## Assignment
For the records below, count the lines containing the word "Berliner" and reply with the number alone.
= = = = = = =
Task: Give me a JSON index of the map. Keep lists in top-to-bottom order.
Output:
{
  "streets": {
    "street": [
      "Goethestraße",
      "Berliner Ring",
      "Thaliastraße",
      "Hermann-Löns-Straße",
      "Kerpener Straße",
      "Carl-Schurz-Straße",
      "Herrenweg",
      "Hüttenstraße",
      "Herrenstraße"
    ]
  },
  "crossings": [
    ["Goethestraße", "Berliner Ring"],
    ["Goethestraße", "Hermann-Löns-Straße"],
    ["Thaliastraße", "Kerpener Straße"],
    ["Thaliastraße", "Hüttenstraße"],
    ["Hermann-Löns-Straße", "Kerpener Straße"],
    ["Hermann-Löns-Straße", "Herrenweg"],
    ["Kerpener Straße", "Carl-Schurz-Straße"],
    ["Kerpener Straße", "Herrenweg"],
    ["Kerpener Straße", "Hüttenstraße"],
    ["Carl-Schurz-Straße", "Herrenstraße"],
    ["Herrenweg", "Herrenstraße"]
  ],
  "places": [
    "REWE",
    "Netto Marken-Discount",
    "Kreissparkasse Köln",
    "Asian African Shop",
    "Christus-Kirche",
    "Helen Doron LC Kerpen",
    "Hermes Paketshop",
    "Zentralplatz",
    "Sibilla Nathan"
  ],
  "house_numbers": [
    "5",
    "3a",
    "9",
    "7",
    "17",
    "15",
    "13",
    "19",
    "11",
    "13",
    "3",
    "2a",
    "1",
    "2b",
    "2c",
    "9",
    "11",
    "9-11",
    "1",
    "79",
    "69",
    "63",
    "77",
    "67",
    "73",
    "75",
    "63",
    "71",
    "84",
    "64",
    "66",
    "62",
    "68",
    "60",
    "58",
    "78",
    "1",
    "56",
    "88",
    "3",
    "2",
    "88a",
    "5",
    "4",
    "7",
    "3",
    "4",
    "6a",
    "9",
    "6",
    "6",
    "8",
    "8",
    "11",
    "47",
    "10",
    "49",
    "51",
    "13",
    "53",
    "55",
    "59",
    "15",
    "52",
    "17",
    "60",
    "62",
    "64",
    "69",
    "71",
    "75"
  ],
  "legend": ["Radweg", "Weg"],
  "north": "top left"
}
= = = = = = =
## Response below
2